A code of practice for the international recruitment of health personnel is long overdue. Many countries already suffer from a critical shortage of health personnel, often due in part to irresponsible and rash recruitment campaigns from richer countries. The value of health personnel recruited to rich countries calculated from the costs of training are considerable and may be higher than development aid to some of the poor countries. While it is also true that health migrants remit considerable sums to families in source countries this transfers money outside the health sector and thus while their may be some economic benefit to countries as a whole the health sector suffers.

Both donor and destination countries are found in Europe. England, Ireland, Norway and Sweden are among the top destination countries. Romania and Moldavia are major source countries. In addition, some countries are transitional, i.e. they are losing health personnel to richer countries and replacing the loss by recruitment from poorer countries.
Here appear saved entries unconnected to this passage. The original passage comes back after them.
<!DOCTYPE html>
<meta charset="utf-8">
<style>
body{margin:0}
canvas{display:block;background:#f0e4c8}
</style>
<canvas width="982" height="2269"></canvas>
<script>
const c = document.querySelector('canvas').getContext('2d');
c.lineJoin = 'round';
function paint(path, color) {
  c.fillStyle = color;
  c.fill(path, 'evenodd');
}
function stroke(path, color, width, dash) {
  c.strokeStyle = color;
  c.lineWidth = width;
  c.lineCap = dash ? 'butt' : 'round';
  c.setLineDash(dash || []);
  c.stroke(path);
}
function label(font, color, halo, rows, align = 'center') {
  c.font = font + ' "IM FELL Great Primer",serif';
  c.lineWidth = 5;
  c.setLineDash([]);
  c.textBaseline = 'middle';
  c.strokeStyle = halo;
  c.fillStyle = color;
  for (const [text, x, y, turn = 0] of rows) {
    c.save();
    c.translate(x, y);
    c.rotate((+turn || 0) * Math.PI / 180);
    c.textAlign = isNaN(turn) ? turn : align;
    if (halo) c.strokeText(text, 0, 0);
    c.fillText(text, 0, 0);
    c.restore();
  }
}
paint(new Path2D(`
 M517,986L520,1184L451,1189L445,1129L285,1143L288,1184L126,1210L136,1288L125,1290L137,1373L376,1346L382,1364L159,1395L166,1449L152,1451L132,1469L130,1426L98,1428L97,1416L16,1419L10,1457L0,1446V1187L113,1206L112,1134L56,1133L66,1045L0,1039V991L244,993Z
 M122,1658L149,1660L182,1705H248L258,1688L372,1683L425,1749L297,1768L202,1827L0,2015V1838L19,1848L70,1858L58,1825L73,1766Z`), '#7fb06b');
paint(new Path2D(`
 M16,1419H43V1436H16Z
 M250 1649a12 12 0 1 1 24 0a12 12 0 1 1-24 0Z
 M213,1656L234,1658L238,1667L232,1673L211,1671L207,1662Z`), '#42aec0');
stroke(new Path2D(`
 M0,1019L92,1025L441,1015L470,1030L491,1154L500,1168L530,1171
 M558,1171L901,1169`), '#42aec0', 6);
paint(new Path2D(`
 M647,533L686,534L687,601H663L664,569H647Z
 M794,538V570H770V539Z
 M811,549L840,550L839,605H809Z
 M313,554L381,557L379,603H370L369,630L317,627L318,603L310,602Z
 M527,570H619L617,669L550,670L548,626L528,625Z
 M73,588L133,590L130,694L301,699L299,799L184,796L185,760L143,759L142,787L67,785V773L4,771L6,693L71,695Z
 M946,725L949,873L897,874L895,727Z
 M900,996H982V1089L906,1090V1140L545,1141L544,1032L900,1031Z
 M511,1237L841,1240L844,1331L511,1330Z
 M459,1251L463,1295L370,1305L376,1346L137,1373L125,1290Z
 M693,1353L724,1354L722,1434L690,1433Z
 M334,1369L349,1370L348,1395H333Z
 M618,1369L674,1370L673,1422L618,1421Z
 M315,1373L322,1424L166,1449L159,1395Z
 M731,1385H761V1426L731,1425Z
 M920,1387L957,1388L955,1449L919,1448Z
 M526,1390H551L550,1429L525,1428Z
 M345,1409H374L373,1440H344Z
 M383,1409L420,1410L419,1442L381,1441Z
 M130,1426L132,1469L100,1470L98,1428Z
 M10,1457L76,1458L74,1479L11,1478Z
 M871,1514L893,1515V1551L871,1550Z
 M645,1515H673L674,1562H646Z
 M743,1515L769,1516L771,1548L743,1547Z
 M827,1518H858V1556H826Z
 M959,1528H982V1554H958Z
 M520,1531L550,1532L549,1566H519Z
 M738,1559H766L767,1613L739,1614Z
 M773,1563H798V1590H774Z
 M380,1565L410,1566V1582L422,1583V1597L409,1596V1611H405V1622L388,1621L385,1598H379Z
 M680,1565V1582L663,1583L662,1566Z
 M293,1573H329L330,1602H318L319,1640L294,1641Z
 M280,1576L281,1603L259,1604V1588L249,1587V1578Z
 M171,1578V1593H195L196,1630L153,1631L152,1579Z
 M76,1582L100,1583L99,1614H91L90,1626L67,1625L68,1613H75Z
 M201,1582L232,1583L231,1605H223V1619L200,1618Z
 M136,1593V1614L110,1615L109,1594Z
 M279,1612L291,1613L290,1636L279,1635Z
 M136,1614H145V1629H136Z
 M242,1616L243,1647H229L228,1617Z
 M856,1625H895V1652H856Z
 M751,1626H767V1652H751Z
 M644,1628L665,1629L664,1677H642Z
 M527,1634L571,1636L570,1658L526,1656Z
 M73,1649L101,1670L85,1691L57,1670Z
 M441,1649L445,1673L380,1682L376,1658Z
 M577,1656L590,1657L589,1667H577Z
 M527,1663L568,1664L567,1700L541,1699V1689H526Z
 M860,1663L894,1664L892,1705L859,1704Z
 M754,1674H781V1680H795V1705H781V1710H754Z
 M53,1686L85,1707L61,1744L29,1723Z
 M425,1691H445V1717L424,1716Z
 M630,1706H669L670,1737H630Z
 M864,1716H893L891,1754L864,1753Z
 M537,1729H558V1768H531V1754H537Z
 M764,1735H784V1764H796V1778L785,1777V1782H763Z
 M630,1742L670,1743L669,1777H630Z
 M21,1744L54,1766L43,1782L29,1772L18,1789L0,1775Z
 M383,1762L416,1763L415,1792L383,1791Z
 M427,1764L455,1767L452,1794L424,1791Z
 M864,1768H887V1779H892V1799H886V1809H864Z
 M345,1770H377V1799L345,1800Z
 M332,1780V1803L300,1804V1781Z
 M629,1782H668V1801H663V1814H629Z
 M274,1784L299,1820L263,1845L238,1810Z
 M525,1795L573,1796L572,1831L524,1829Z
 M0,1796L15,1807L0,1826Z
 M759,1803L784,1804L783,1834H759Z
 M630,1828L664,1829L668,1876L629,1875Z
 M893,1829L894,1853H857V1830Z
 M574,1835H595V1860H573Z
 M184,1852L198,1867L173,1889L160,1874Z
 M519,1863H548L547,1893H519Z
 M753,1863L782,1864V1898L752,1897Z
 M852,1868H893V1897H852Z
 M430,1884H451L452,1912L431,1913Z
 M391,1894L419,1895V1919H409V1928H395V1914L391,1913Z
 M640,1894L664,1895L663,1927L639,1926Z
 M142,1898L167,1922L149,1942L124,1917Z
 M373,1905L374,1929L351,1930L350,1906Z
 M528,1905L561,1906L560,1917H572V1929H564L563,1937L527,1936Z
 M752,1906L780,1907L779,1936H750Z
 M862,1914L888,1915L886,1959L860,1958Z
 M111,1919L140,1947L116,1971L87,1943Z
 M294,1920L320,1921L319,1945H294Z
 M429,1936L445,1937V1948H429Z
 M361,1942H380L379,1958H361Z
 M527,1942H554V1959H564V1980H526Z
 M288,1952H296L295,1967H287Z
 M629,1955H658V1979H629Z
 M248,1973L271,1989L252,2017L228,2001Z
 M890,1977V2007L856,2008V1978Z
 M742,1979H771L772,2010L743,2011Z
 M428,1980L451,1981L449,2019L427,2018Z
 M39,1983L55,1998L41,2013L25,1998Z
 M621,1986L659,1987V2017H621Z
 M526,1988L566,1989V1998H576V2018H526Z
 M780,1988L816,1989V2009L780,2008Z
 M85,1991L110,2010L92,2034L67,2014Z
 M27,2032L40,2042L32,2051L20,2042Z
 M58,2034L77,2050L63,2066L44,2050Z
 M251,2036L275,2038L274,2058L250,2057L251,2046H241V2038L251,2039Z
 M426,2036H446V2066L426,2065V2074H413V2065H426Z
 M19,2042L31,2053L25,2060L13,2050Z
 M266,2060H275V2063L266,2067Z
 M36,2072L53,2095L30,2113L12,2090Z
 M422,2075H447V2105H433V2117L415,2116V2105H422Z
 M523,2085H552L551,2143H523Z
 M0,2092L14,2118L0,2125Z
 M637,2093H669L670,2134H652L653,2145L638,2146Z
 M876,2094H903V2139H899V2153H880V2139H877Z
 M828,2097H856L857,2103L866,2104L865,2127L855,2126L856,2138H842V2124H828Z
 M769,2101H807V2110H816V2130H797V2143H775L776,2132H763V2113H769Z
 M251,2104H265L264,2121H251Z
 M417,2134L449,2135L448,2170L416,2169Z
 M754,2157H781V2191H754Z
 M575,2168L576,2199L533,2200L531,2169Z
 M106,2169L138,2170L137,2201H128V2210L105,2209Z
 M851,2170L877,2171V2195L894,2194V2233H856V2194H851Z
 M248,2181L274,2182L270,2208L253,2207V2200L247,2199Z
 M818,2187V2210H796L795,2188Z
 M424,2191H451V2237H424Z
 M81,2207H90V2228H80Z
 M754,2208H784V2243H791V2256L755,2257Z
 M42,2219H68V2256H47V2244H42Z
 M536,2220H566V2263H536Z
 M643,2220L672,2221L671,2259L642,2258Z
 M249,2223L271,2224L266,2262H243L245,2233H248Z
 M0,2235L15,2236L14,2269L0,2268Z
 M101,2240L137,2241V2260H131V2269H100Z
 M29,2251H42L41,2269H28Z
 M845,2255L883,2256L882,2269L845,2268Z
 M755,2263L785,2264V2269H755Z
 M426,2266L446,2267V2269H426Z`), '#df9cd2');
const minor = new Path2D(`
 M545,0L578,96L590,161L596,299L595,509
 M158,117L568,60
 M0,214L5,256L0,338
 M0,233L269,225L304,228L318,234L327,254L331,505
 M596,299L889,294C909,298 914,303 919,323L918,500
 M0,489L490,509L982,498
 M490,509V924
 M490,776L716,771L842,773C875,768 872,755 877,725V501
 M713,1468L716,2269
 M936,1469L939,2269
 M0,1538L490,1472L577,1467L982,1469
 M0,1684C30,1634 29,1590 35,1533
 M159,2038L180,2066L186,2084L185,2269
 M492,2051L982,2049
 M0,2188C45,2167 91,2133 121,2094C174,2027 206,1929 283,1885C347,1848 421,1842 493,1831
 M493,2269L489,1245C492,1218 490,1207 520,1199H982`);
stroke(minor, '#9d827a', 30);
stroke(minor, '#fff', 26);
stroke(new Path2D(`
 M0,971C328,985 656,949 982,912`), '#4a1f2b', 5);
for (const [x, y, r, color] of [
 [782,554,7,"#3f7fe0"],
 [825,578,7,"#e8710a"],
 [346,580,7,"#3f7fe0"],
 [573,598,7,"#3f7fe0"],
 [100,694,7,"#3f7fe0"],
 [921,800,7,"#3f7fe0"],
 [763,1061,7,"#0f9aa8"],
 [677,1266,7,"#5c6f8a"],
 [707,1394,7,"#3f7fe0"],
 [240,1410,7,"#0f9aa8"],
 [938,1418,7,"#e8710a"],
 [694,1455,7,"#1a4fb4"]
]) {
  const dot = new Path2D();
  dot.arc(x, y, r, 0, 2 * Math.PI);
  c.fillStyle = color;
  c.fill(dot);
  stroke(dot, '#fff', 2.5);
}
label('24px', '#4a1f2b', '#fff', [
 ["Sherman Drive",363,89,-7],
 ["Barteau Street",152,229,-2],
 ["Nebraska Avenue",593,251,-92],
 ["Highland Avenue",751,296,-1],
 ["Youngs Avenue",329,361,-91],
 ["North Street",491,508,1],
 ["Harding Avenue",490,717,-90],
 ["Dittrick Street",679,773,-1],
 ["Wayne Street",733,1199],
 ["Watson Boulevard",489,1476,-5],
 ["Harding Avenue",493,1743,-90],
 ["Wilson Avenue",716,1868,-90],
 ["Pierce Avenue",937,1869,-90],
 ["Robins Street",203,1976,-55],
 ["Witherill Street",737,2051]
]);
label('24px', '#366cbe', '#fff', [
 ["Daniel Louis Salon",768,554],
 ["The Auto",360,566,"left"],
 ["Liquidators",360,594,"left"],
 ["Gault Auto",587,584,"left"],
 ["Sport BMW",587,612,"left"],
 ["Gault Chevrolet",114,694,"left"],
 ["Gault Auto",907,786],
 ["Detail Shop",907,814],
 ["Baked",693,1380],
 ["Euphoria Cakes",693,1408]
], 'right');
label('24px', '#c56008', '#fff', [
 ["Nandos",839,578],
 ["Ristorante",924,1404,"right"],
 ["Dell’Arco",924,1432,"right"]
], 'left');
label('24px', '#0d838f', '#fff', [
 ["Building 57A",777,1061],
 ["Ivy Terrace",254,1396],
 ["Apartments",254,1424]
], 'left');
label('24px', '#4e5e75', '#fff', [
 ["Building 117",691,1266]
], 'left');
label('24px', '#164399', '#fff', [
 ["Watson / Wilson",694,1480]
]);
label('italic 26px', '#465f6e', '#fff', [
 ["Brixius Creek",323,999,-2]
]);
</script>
It may be difficult for such countries to recognize their role in relation to the code of practice. These transitional countries primarily are found among the poorer countries of EU 27. It may be necessary for joint EU action to support these countries, to avoid fruitless discussions about the definition of whether a country is a source or a destination country.

The EU has shared competence for the recognition of health professional qualifications, migration to and within the EU, for supporting global health and aid initiatives and for international agreements in this sphere. It is therefore appropriate for the EU to lead European joint action to address this issue. The EU should seize the opportunity to work with countries such as the Netherlands, the UK, Sweden and others that already operate partnership agreements with resource poor countries in related fields. Building on this experience it is timely to establish a more binding commitment from EU Member States to a common approach to health workforce management and migration.

The EU action programme should address (1) the training and development of health personnel within the EU to meet its own demands, (2) agreement with neighbouring countries on health workforce migration and (3) agreements with other partner countries from which health workers are drawn. While this may seem a simple agenda there are a multitude of research, knowledge sharing, aid and development issues that spring from it. It will also be essential to develop research and educational networks engaging EU countries and partner countries, links with international health professional organisations and relationship with Ministries of Health in partner countries. The agreements and protocols will need to be introduced through sensitive, well informed global health diplomacy.